Passávamos manhãs ou tardes inteiras no pé de pitanga. Numa ocasião, a pitangueira estava carregada. Batemos o recorde: cem pitangas. O apogeu foi geral. Mas também tínhamos disputas individuais. Quem conseguiria pegar mais pitangas em menos tempo? Era um dos nossos jogos de meninos. Meu irmão que é um ano mais velho do que eu e dois do que meu primo levava certa vantagem. Por sua vez, meu primo era mais ágil e por vezes se sagrava vencedor. Eu já era o mais lento e por isso vitória minha, era zebra.

Mas um dia veio à glória. Brotou na parte mais alta da pitangueira uma pitanga pretinha, de fazer a boca salivar. Os dois, mais prudentes, sem ter que provar nada a ninguém e avaliando que não teriam condições de vencer a disputa, resolveram fazer um armistício, já contando com a minha derrota anunciada. Mas dessa vez eu tentava decidido. Não. Eu não subi na pitangueira encontrando os apoios imperceptíveis até a pitanga. Não. Eu simplesmente balancei com toda a força que tinha a pitangueira e antes que os dois pudessem se dar conta da minha artimanha peguei no ar a minha vitória, como um catcher de beisebol, e a pus na boca, enquanto os dois se entreolhavam boquiabertos.

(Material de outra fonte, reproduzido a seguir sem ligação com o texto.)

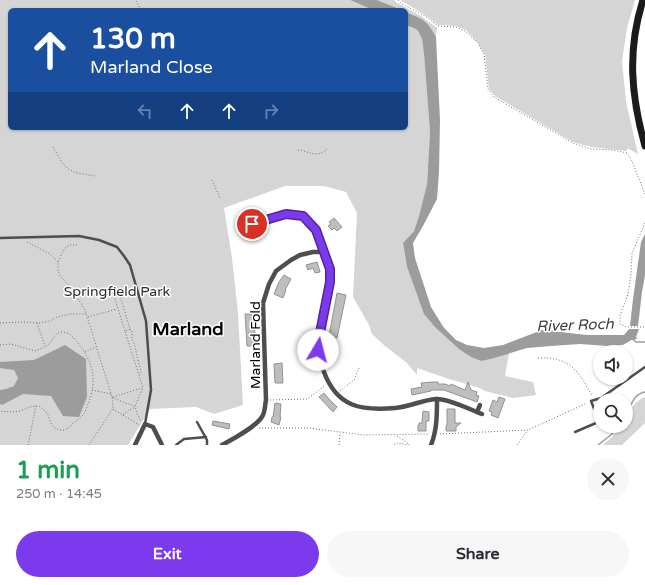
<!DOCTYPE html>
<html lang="en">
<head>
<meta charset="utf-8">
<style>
  :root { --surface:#fff; --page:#f7f7f7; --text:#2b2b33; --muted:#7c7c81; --accent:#7c3aed }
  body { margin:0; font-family:"Varela Round",sans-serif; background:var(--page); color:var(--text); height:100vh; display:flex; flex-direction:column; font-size:15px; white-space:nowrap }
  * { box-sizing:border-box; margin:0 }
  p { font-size:13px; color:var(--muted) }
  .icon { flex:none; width:22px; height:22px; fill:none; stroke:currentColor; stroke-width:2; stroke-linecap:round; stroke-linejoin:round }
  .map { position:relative; height:445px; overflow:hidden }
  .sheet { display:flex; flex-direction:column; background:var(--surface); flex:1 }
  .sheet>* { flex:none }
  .top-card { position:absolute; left:8px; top:8px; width:400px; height:122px; border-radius:6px; box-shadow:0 1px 3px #0004; background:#1a4fa0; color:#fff; overflow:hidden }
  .fabs { position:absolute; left:593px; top:345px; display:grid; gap:8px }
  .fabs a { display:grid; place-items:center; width:40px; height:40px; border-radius:50%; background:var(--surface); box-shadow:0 1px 3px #0004; font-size:20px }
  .pin { position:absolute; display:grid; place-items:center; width:34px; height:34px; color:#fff; margin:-17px; border:2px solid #fff; border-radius:50%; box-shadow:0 1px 4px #0007 }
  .me { position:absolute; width:44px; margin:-22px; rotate:8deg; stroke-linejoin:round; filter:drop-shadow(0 0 3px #0008) }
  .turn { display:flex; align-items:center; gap:14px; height:84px; padding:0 16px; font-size:18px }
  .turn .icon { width:52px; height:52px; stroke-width:2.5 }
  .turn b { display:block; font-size:28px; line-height:34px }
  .lanes { display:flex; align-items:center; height:38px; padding:0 16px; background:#0003; justify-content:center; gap:20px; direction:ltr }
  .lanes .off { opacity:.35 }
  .round { display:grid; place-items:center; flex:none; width:42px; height:42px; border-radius:21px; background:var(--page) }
  .overview { display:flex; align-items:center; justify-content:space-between; height:68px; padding:0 16px }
  h1 { font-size:24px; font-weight:800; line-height:30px; color:#1e9e55 }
  .cta { display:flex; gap:8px; margin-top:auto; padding:8px 16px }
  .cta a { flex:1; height:46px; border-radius:24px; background:var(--accent); color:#fff; font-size:16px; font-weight:800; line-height:46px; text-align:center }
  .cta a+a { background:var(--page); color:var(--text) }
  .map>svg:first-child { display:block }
  .green { fill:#d5d5d5 }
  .water { fill:#9c9c9c }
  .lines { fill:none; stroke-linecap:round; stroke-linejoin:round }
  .stream { stroke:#9c9c9c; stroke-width:1.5 }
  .building { fill:#bebebe; stroke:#929292 }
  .path { stroke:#707070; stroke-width:1; stroke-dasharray:1 2; stroke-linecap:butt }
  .lane { stroke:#4e4e4e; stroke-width:2.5 }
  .street { stroke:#4e4e4e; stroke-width:4.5 }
  .secondary { stroke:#1b1b1b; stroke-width:7 }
  .route-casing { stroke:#51269a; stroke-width:10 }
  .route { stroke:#7c3aed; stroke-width:7 }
  .labels { text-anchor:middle; stroke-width:3; stroke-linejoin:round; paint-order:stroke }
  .park-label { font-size:14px; fill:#2c2c2c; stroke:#fff }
  .street-label { font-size:14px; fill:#000; stroke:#fff }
  .water-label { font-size:15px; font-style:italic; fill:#3d3d3d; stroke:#fff }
  .district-label { font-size:18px; font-weight:bold; fill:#000; stroke:#fff }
</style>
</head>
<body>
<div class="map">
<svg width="645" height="445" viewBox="0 0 645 445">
  <rect width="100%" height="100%" fill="#fff"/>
  <!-- green -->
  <g class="green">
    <polygon points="0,0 350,0 373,10 10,10 10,128 406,128 406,25 416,29 418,31 422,39 424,54 430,132 427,184 419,216 414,231 403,243 407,267 419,300 471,357 481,361 491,359 509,353 505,376 533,382 536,395 513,398 485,391 477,387 449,379 417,368 417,375 407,363 385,346 372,334 369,325 353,297 357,213 346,192 324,186 285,186 224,208 232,258 238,313 243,405 214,414 196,407 150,409 128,445 0,445"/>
    <path d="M377,0H394L396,2L421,16L437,28L436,37C427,20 423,19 406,12V10H402Z"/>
    <polygon points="400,0 635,0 627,28 622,61 626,102 638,154 627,148 627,151 591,147 573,142 495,96 489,89 485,55 478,43 466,30 456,26 438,25 425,15"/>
    <path d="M645,397V423L622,445H603L612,437L622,426H626C626,425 626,420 626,419C628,411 637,399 645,397Z"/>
  </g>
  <!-- water -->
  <g class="water">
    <polygon points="350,0 377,0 402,10 373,10"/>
    <path d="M406,12C423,19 427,20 436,37L440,120L439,172L437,199L423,226L413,243L415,258L431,307L444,328L456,340L467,345L484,348L503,345L542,330L587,335H624L629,329H639L636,337L637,339L633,340V339L623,345L607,346L580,344L551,346L527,348L491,359L481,361L471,357L459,349L435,327L424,314L407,267L403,243L414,231L419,216L427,184L430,132L424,54L422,39L418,31L416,29L406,25Z"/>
    <polygon points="645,234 645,275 642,292 638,326 630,326 633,299 641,242"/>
    <polygon points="65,345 86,359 87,397 79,417 63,416 51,396 23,394 2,405 0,404 0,390 6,389 14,386 18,378 14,370 0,368 0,362 34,360"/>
  </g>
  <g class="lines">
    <!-- stream -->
    <g class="stream">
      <polyline points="631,338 636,342 645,342"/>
      <path d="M626,416C631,406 633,394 645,392"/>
      <polyline points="598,445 612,434 619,426"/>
    </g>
  </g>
  <!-- building -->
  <g class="building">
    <polygon points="334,218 342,227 337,231 334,228 332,230 328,226 331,224 329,222"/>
    <polygon points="317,262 320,272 315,273 313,268 308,270 306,265"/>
    <polygon points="284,275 291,279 285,290 286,290 283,298 274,294 279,282"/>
    <polygon points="337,293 346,295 337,338 329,336"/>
    <polygon points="245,314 252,314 253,326 255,326 254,346 247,346"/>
    <polygon points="282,363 283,383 275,383 274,364"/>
    <polygon points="432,382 438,382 438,384 445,384 450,386 451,384 465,390 468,382 471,390 477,392 476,395 479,396 477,402 444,390 431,390 431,391 412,395 411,389 422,387 421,383"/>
    <polygon points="324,393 329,399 337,407 333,412 319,397"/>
    <polygon points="499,397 505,399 498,418 491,415 492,412 489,411 493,400 497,402"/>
    <polygon points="275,403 281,404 280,417 281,417 279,425 271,422 272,417 273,417"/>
    <polygon points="447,409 455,409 455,423 461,423 456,427 456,431 446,431 446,426 447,425"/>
    <polygon points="423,411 429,412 429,421 426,421 426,431 418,431 418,425 419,425 419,423 422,423"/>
    <polygon points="213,421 230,424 229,429 212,425"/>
  </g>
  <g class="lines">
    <!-- path -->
    <g class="path">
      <polyline points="398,0 402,4 425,16 438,26 456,27 465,31 478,43 484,55 488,89 494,97 573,143 591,149 613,150 627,153 632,161 645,194"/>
      <polyline points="136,1 141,10"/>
      <path d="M53,147C57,153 60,161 65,166C72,174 85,174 95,176"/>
      <path d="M298,150C310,151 316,159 327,149"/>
      <polyline points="212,180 220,198"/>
      <polyline points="645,223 632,253 631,275 628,294 620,316 620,324 627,327 645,327"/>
      <polyline points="27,242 50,254 58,262"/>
      <polyline points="77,245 70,245 66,247 63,251 58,262 58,270 60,276 70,286 85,310 112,397 113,407 112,410 89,445"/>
      <polyline points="118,289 130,329 125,331 143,388 135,406"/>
      <polyline points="113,293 125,331"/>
      <polyline points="88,317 117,309"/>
      <polyline points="0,323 24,322 40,323 50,321 57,317 70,314 86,314"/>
      <polyline points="37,323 45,346"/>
      <polyline points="130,329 132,331 132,340 134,343 141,372 140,375"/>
      <path d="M0,345L11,344L35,351C40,349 45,347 49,344C53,339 55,333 62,332C69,332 73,337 77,342C93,361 98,381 88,404C87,408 85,412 83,415C80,418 76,421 73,423C70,427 66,431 60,430C49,428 51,418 46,412C45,410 41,408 39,406C30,406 28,408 20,411C13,412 7,412 0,411"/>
      <polyline points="85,352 96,347"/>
      <path d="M538,358C569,356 579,371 592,396"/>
      <polyline points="92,390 111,394"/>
      <polyline points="340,391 354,380 359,368"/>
      <polyline points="112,397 125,403 135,406 137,414 141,421"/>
      <polyline points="113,397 142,388"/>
      <polyline points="270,400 307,399 325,386"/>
      <polyline points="113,409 139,425"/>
      <polyline points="123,415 128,411 135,407"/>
      <polyline points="259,428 308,428 364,435 429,434"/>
      <polyline points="440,434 528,430 587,403"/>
      <polyline points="397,436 409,444"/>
      <polyline points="28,445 36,406"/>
      <polyline points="339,445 340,433"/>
      <polyline points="394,445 398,443 410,445"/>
      <polyline points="517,445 527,431"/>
    </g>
    <!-- lane -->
    <g class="lane">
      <polyline points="0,238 79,236 99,240 117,247 124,256 130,265 146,321 151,390 145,424"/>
      <polyline points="197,422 207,440 207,445"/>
      <polyline points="575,432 596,423 598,419 591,401 601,398 645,367"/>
      <polyline points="176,445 184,439 206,437"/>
    </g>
    <!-- street -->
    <g class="street">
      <polyline points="252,224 286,214 303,216 316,230 323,251"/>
      <polyline points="477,412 480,405"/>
      <polyline points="135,445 145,424 153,427 162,445"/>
      <path d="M222,445C233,439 258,426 263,415C265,411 265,405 266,400L263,303L269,284L276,271L291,260L300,255L313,252H318L323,251L330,269L331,276L328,297L318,343C317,353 320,362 324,372C337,407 361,411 395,408C409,407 422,400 436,399C448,398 471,410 482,414"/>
      <path d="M431,445C437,430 437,415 437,399"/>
    </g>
    <!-- secondary -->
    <path class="secondary" d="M643,0C627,50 631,96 645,146"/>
  </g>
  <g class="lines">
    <!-- route casing -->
    <g class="route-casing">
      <polyline id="route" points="252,224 286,214 303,216 316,230 330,269 330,282 318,343 318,350"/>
    </g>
    <!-- route -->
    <use href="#route" class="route"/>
  </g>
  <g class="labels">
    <!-- park labels -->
    <g class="park-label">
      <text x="117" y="296">Springfield Park</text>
    </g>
    <!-- street labels -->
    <g class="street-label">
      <text transform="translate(255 345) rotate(-90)" y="5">Marland Fold</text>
    </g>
    <!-- water labels -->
    <g class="water-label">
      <text transform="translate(575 325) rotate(-2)" y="5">River Roch</text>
    </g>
    <!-- district labels -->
    <g class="district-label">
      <text x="188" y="335">Marland</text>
    </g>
  </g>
</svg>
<div class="fabs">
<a><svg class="icon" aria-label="sound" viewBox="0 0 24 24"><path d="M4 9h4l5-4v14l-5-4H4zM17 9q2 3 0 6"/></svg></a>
<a><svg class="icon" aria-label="search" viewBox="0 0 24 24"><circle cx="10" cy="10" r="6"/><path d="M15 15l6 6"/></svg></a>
</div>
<div class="pin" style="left:252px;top:224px;background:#d93025"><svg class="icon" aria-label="arrive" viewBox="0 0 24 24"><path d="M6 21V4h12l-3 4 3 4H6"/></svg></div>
<svg class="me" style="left:318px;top:350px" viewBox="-20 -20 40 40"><circle r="19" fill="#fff"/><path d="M0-13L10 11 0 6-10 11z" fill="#7c3aed"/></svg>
<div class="top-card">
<div class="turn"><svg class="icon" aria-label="ahead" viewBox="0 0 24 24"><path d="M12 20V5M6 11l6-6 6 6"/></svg><div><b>130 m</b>Marland Close</div></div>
<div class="lanes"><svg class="icon off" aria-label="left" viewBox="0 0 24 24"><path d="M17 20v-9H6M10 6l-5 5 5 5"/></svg><svg class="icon" aria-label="ahead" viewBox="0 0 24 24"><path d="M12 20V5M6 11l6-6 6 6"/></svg><svg class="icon" aria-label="ahead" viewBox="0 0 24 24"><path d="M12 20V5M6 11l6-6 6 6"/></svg><svg class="icon off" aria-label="right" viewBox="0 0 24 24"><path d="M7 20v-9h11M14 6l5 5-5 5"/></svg></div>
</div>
</div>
<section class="sheet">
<div class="overview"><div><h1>1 min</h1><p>250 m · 14:45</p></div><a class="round"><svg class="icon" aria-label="close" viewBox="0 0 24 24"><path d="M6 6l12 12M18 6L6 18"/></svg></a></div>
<div class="cta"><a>Exit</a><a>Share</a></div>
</section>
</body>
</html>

Por essas e outras coisas, pitangas me fazem lembrar a infância.

A pitangueira ainda vive. Das poucas vezes que hoje encontro com ela, não é raro nascer um manancial de lembranças. As nossas memórias mais profundas podem vir à tona quando estimuladas pelo gosto de um doce, pelo aroma de uma fruta, pela letra de música. E essas lembranças, que são involuntárias, nos libertam das amarras do tempo, uma vez que fazem coexistir o presente e o passado simultaneamente.